The market share of the largest automaker in the country has been slipping away in recent years. In the year 2010, the automaker had a 45% hold on the market which has reduced to 37.76% in 2012.
[Maruti showcased a Swift hybrid prototype at the 2012 Auto Expo as part of the SIAM Technology Day. You can learn more on it here]
Critical factors such as rising competition, uneven economic conditions, finicky fuel policies and labour strikes are blamed. The automaker is searching for new and innovative avenues to fuel its future growth and challenge its rivals.
MoneyControl reports that the automaker is contemplating on developing India’s first small car with a petrol hybrid technology.
Maruti Suzuki has always fiddled around with the concept of EVs but never ever shown a full commitment towards the technology like Mahindra Reva. Previously, we have seen the Eeco and SX4 electric Concepts at the 2012 Auto Expo in New Delhi. However, Maruti believes that pure EVs might not find acceptability in a country marred by power shortage problems.
But with the government launching the new National Electric Mobility Mission Plan 2020, green vehicles will find more acceptability in India. Thus, the automaker believes that a combination of propulsion technologies will be the way forward. Maruti already has its strong prowess in petrol engines and small cars. The company plans to leverage its know-how to make India’s first small car with a petrol hybrid engine.

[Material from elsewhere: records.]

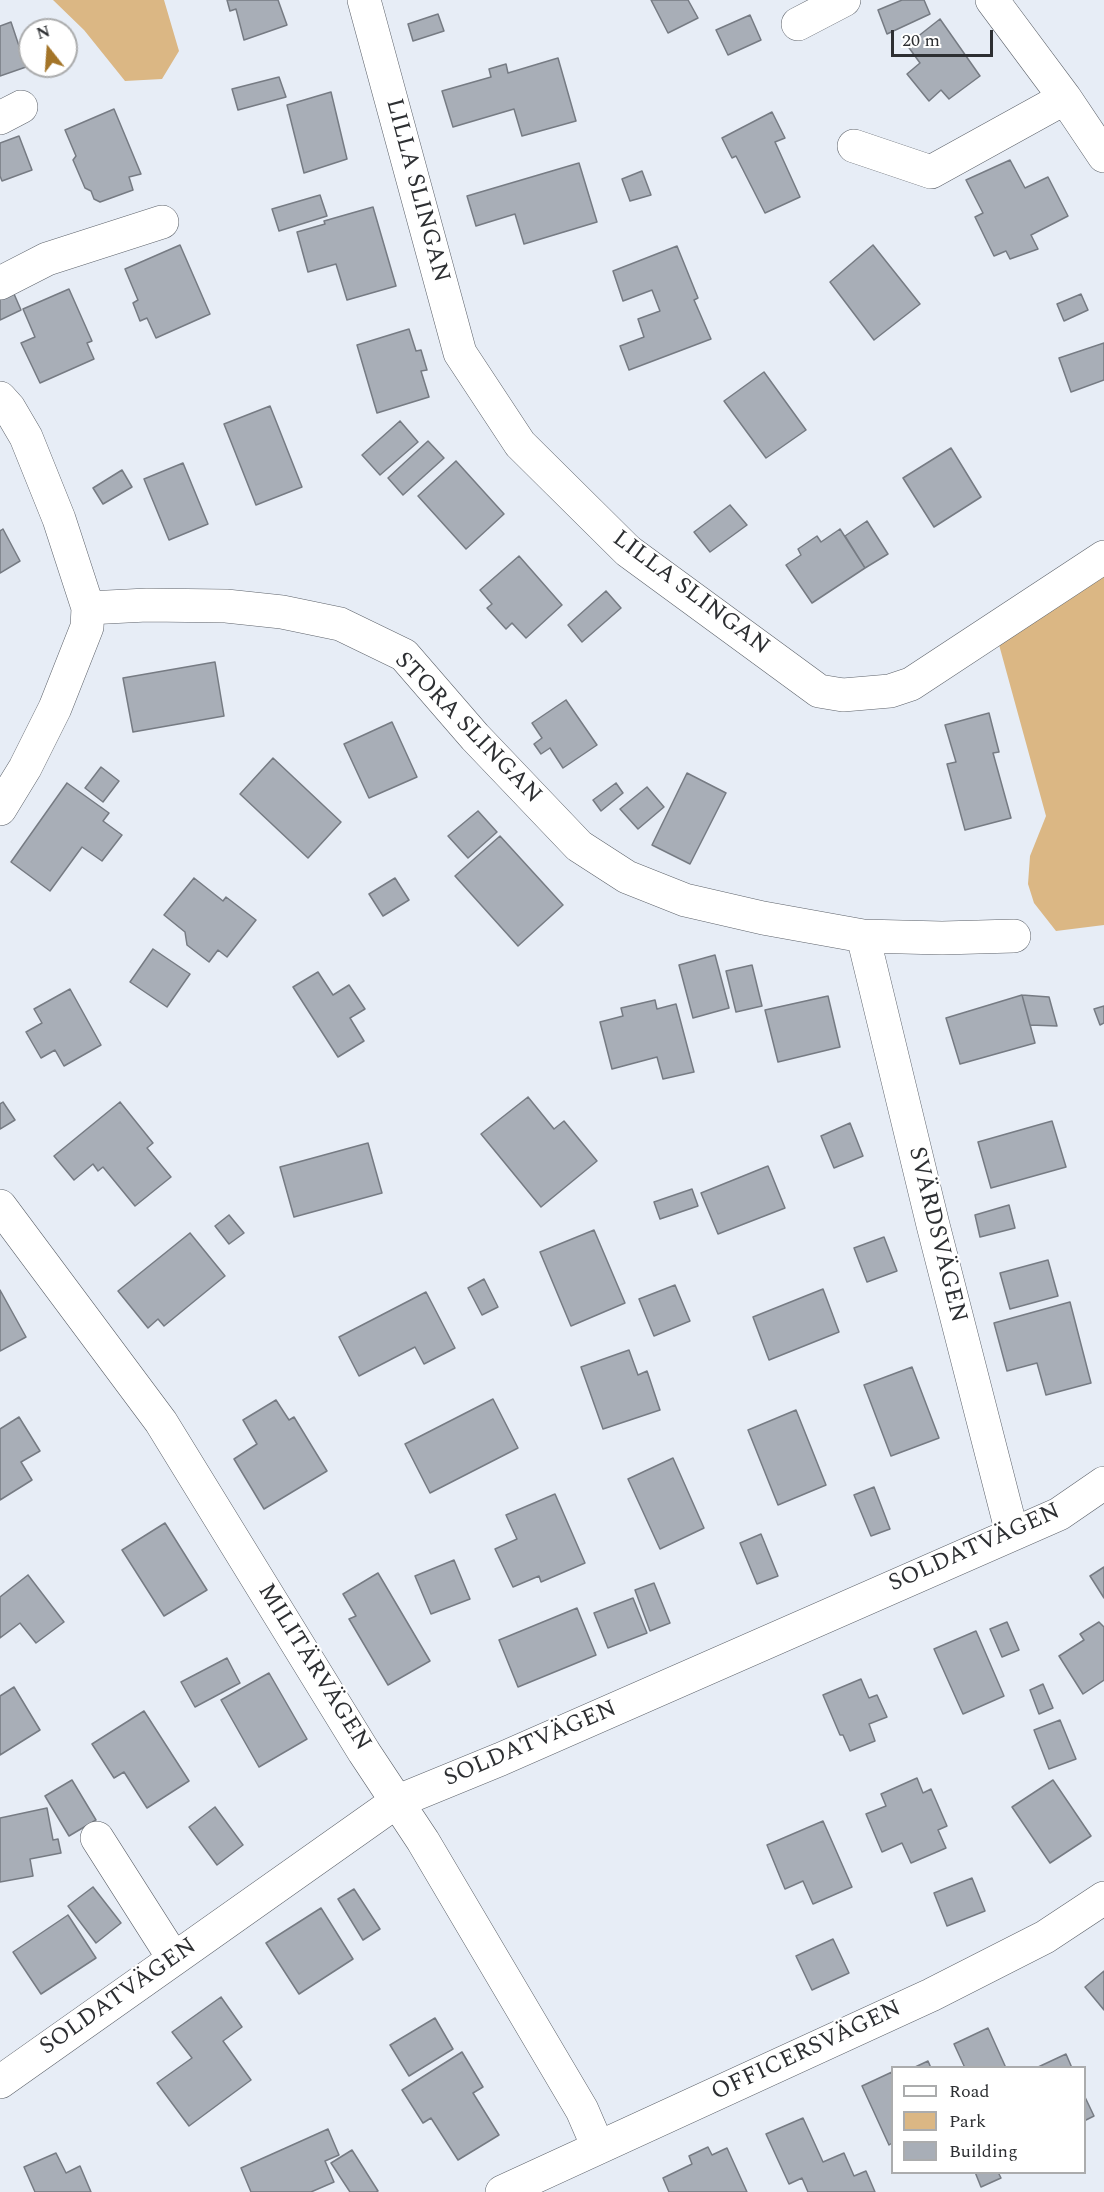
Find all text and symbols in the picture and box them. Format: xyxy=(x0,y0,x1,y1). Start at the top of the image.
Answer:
north arrow xyxy=(18,18,78,78)
scale bar xyxy=(894,18,996,56)
text: N xyxy=(34,19,53,46)
text: 20 m xyxy=(902,27,940,54)
street label: LILLA SLINGAN xyxy=(378,96,454,286)
street label: LILLA SLINGAN xyxy=(606,526,774,662)
street label: STORA SLINGAN xyxy=(387,647,547,811)
street label: SVÄRDSVÄGEN xyxy=(900,1144,972,1326)
street label: SOLDATVÄGEN xyxy=(885,1498,1065,1600)
street label: MILITÄRVÄGEN xyxy=(250,1579,376,1757)
street label: SOLDATVÄGEN xyxy=(440,1696,622,1794)
street label: SOLDATVÄGEN xyxy=(35,1933,203,2063)
street label: OFFICERSVÄGEN xyxy=(707,1995,907,2109)
legend xyxy=(891,2066,1086,2174)
text: Road xyxy=(949,2078,990,2105)
text: Park xyxy=(949,2108,986,2135)
text: Building xyxy=(949,2138,1018,2165)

The proposed small car is being co-developed with engineers from Suzuki Japan.
[The SX4 facelift, that was showcased as well, used a 1.2L K Series engine paired to a 30KW motor that lead to a fuel consumption advantage of 30% over the petrol variant]
Hybrids are not new to India. Toyota and Honda have already dirtied their hands in this segment. Sadly, because of high prices and barely educated customers, both attempts failed miserably.
The big challenge for Maruti Suzuki would be to offer the technology at an affordable cost. Maruti Suzuki is planning a sub-10 lakh price tag for their future hybrid small car.
This is a very high risk strategy for an automaker as big as Maruti Suzuki. Not only does the technology needs to be cutting-edge but it also needs to be reliable for average customer to adopt it quickly. Maruti Suzuki’s service outlets need to be updated to able to take care of servicing a hybrid.
Having said that, only Maruti Suzuki has enough fire power to launch such a massive change in the Indian automotive market.